I’m pretty encouraged by it. Not only does it provide GLP-1 drugs for a quarter of the price, but also people were really worried that diabetics wouldn’t be able to get their diabetes drugs because dieters would grab them off the shelf first. But now there’s more than enough GLP-1 agonists for everybody. This dramatically demonstrates how drug shortages are mostly regulatory problems (Adderall users, take note!)
What about paying back the patent-holders?
That is the one disadvantage.
The good news for them is that insurances mostly don’t cover these compounding pharmacies. So the people who really medically need the drugs will get them via insurance, and insurance will pay full price to the patent-holders. The compounding pharmacies will just pick off the people who only want them for cosmetic reasons, or who have bad insurance - most of whom wouldn’t have been able to get them through the normal system anyway.
Don’t get me wrong, this does probably take a big chunk out of Novo Nordisk’s profits. But Novo Nordisk’s stock price currently looks like this:
…and they’re now the most valuable company in Europe. So they can probably eat the loss.
What happens when the shortage ends?
Compounding pharmacies are only allowed to do this because of a law that suspends some drug regulations during a “shortage”, ie when the drug is on the FDA’s drug shortage list.
At some point, Novo Nordisk will build enough factories to meet capacity and there won’t be a shortage anymore. What then? Will the fun be over? Will GLP-1 agonists go back to costing $1,200/month again? Will most of the current users have to stop the drug and regain the lost weight? This would make tens of thousands of people really mad. I don’t know if the FDA has the guts to offend that many people. Their style is more to crush drugs before they ever come out, before anyone knows what they’re missing.
During COVID, the DEA said that telemedicine was allowed to be cheap and convenient so patients could get care during lockdown. After the pandemic died down, they tried making it hard and expensive again, but so many patients protested that they backed off. The uproar we’ll get if the FDA tries to make GLP-1 drugs expensive again will make that one look like a tempest in a teapot.
But Big Pharma will be even angrier if they don’t.
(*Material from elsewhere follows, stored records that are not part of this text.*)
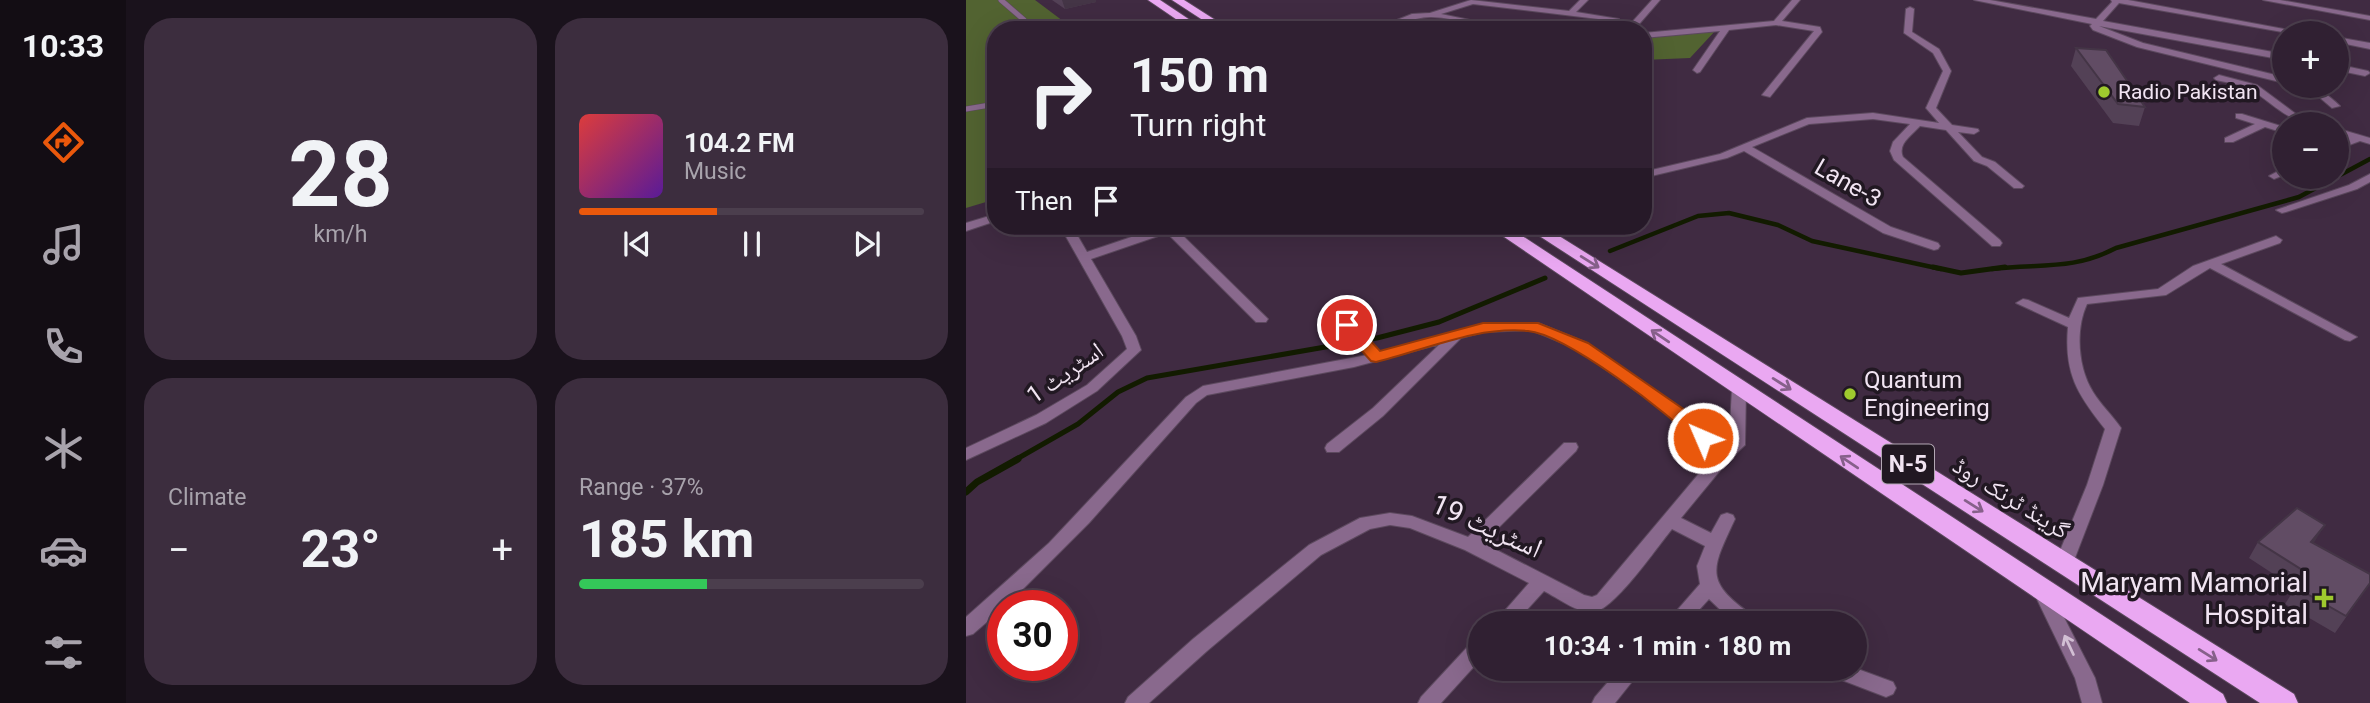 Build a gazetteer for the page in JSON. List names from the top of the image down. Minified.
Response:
{"streets":{"highway":["N-5","گرینڈ ٹرنک روڈ"],"street":["Lane-3","اسٹریٹ 1","اسٹریٹ 19"]},"crossings":[["N-5","اسٹریٹ 19"]],"places":{"other":["Radio Pakistan","Quantum Engineering"],"health":["Maryam Mamorial Hospital"]},"page":{"tabs":"10:33","tile":[["28","km/h"],"Climate",["Range · 37%","185 km"]],"map_buttons":["+","−"],"turn":["150 m","Turn right"],"song":["104.2 FM","Music"],"then":"Then","heat":["−","23°","+"],"limit":"30","trip":"10:34 · 1 min · 180 m"}} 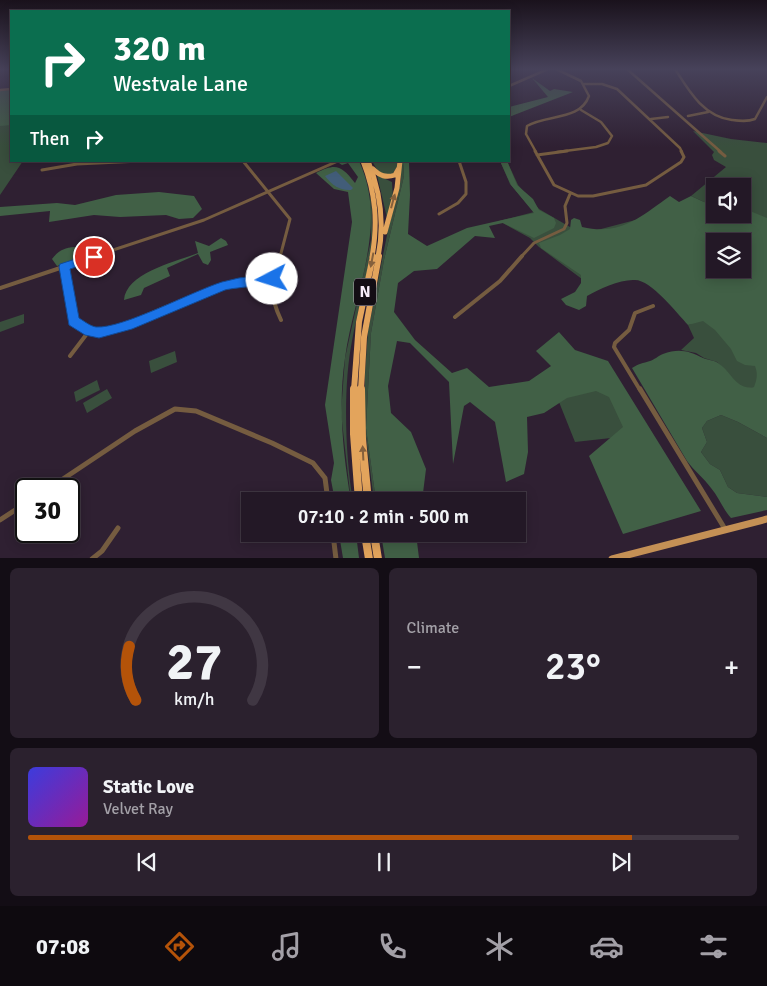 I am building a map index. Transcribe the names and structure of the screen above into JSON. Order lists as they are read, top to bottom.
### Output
{
  "streets": {
    "highway": ["N"]
  },
  "page": {
    "turn": ["320 m", "Westvale Lane"],
    "then": "Then",
    "limit": "30",
    "trip": "07:10 · 2 min · 500 m",
    "tile": "Climate",
    "heat": ["−", "23°", "+"],
    "song": ["Static Love", "Velvet Ray"],
    "tabs": "07:08",
    "gauge": ["27", "km/h"]
  }
}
And besides, they can’t keep the drug on their shortage list if everyone knows there’s no shortage. I really don’t know what will happen, and I don’t envy whichever FDA official is in charge of setting a policy on this.
I did see one proposed solution somewhere or other (sorry if it’s yours and I’m not crediting you). Compound pharmacies are always allowed to make compounded medications for specific patients who have a “medical necessity” for a non-FDA-approved product. So in theory, you could try something like:
Tell the patient to say that Ozempic causes them nausea.
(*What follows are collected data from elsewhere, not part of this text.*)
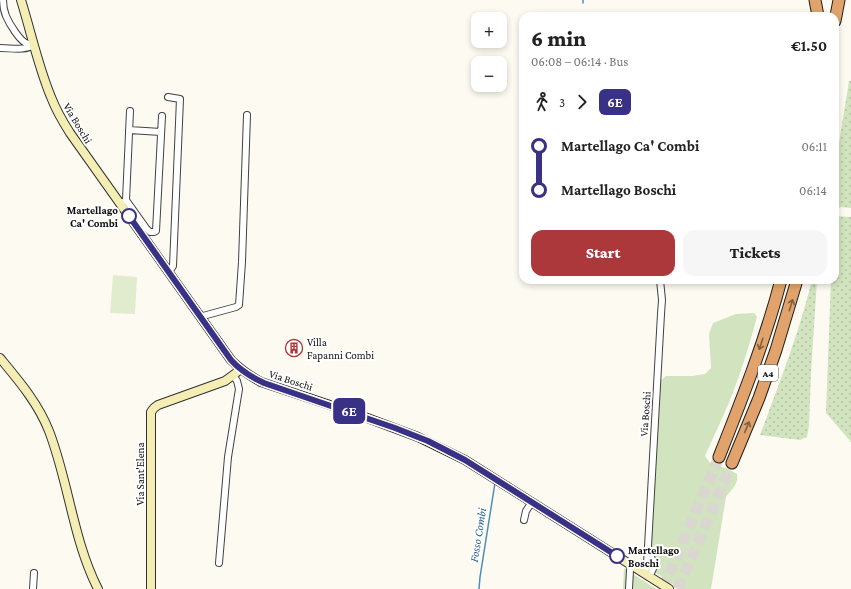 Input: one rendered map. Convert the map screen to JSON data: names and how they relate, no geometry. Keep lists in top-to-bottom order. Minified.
{"streets":{"highway":["A4"],"main road":["Via Boschi","Via Sant'Elena"]},"water":["Fosso Combi"],"places":{"other":["Martellago Ca' Combi","Martellago Boschi"],"building":["Villa Fapanni Combi"]},"lines":["bus line 6E"],"page":{"on_map":"6E","map_buttons":["+","−"],"heading":["6 min","06:08 – 06:14 · Bus","€1.50"],"legs":["3","6E"],"list":[{"name":"Martellago Ca' Combi","value":"06:11"},{"name":"Martellago Boschi","value":"06:14"}],"buttons":["Start","Tickets"]}} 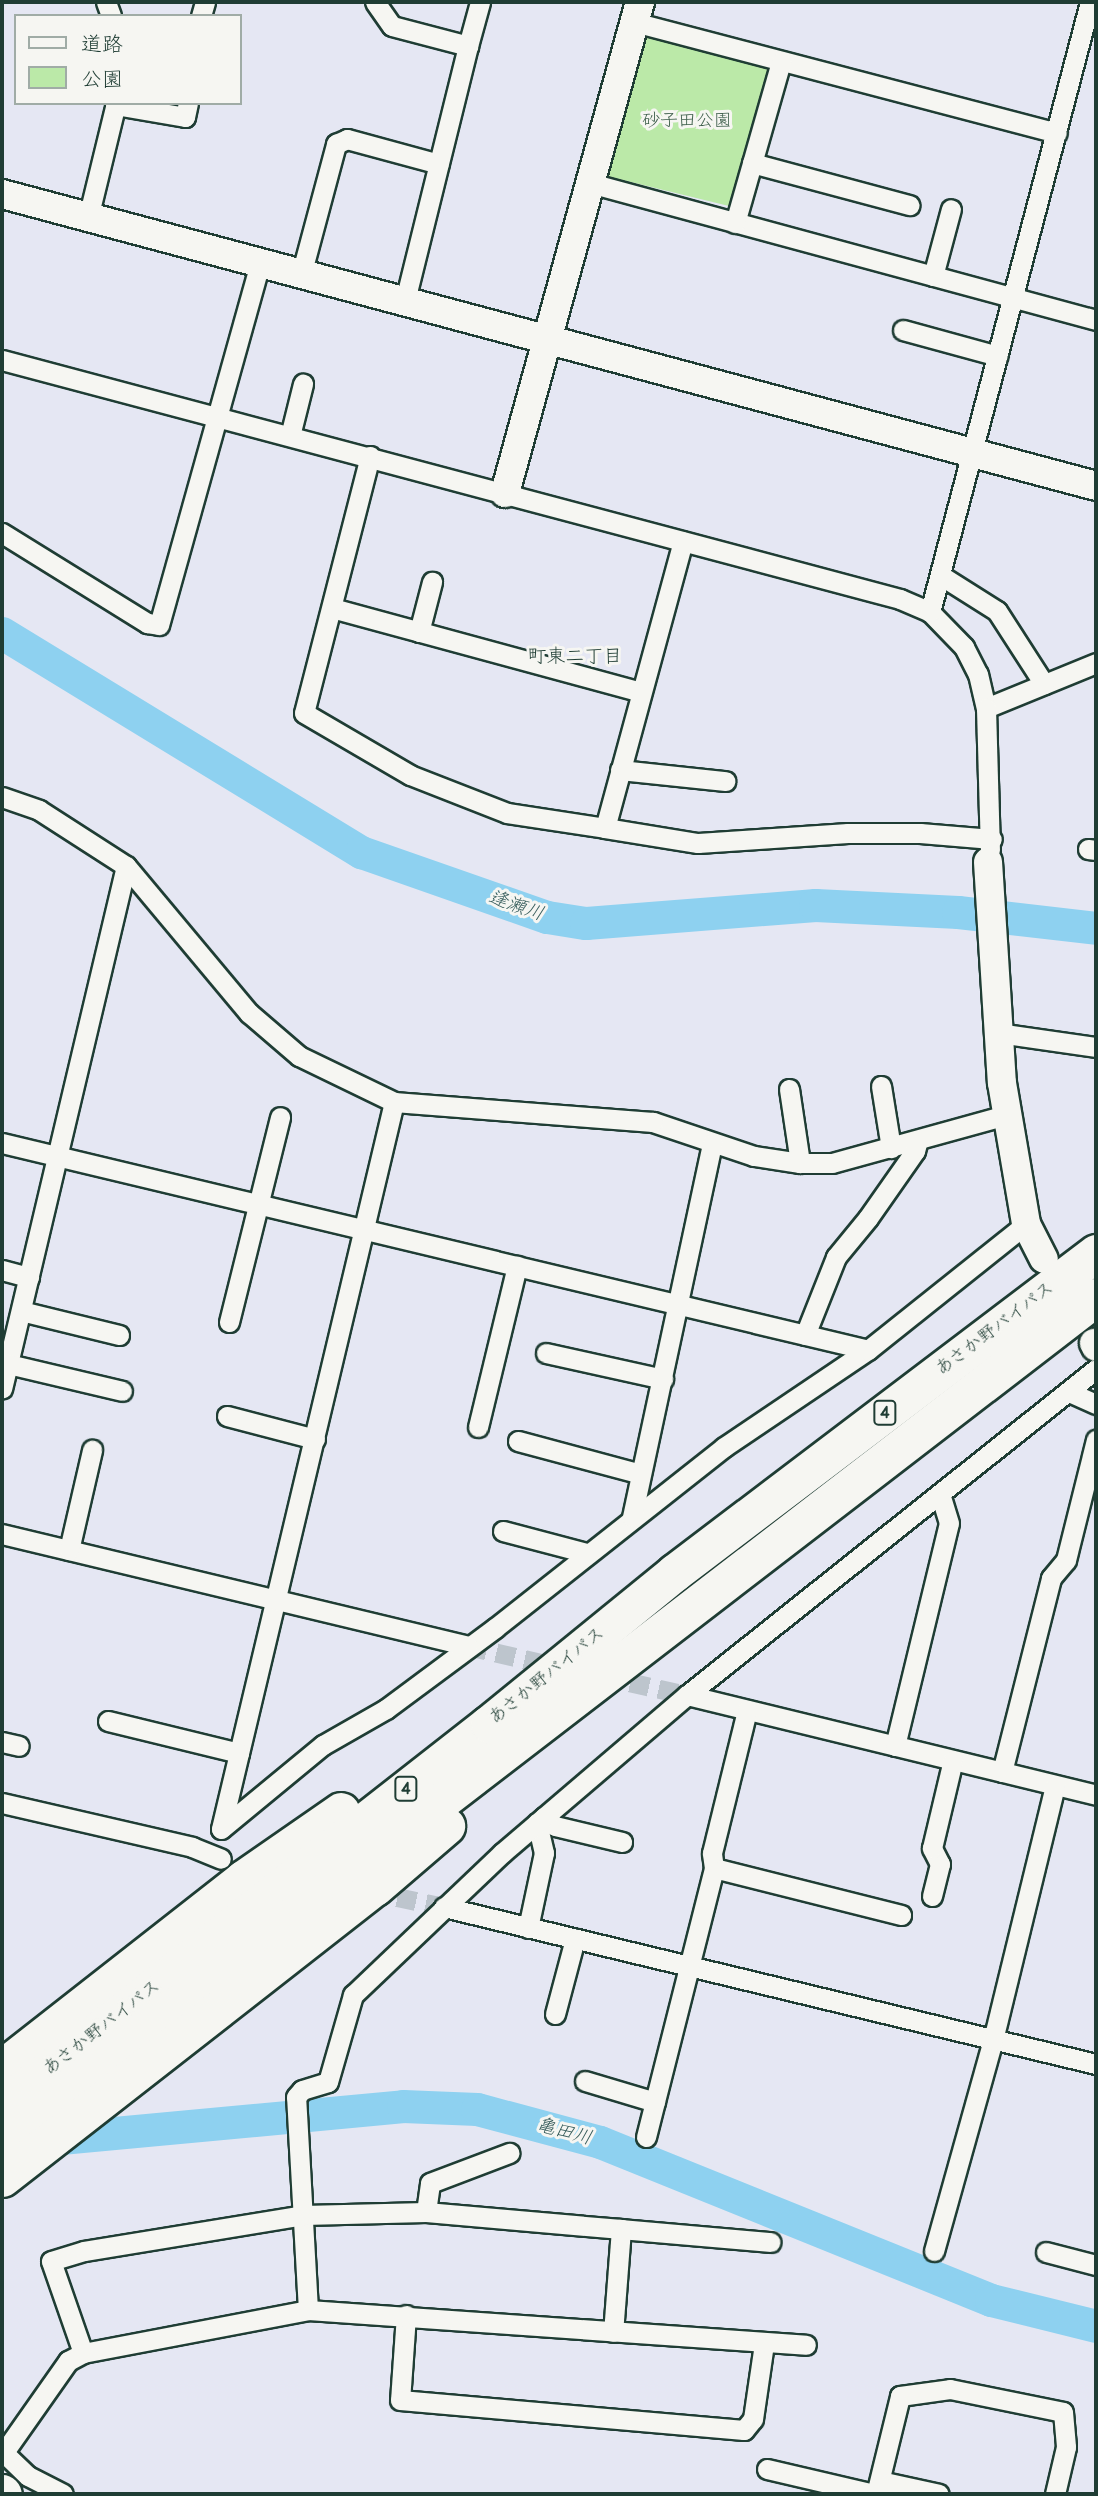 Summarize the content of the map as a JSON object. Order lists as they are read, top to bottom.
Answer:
{
  "streets": {
    "highway": ["あさか野バイパス", "4"]
  },
  "districts": ["町東二丁目"],
  "water": ["逢瀬川", "亀田川"],
  "parks": ["砂子田公園"],
  "legend": ["道路", "公園"]
}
Tell your friendly on-staff doctor to prescribe a compounded Ozempic + Zofran (anti-nausea drug) pill, and to say that it’s “medically necessary”. This is balderdash - the patient could always just take the two pills separately - but everyone is reluctant to challenge doctors about what’s really “medically necessary” or not.
Compound this pill.
Sell it to the patient
Somehow industrialize this system to serve tens of thousands of patients, all of whom coincidentally have this same side effect for which the combination pill is “medically necessary”
This is obviously cheating. But if the FDA were desperate enough, it might let them get away with it.
The linked Reddit answer names a factory in Switzerland, but some other sources give a longer list of factories, most of which were in China.
Did you know: the slang term “based” originally comes from the free base form of a drug (as opposed to the salt). I am not making this up.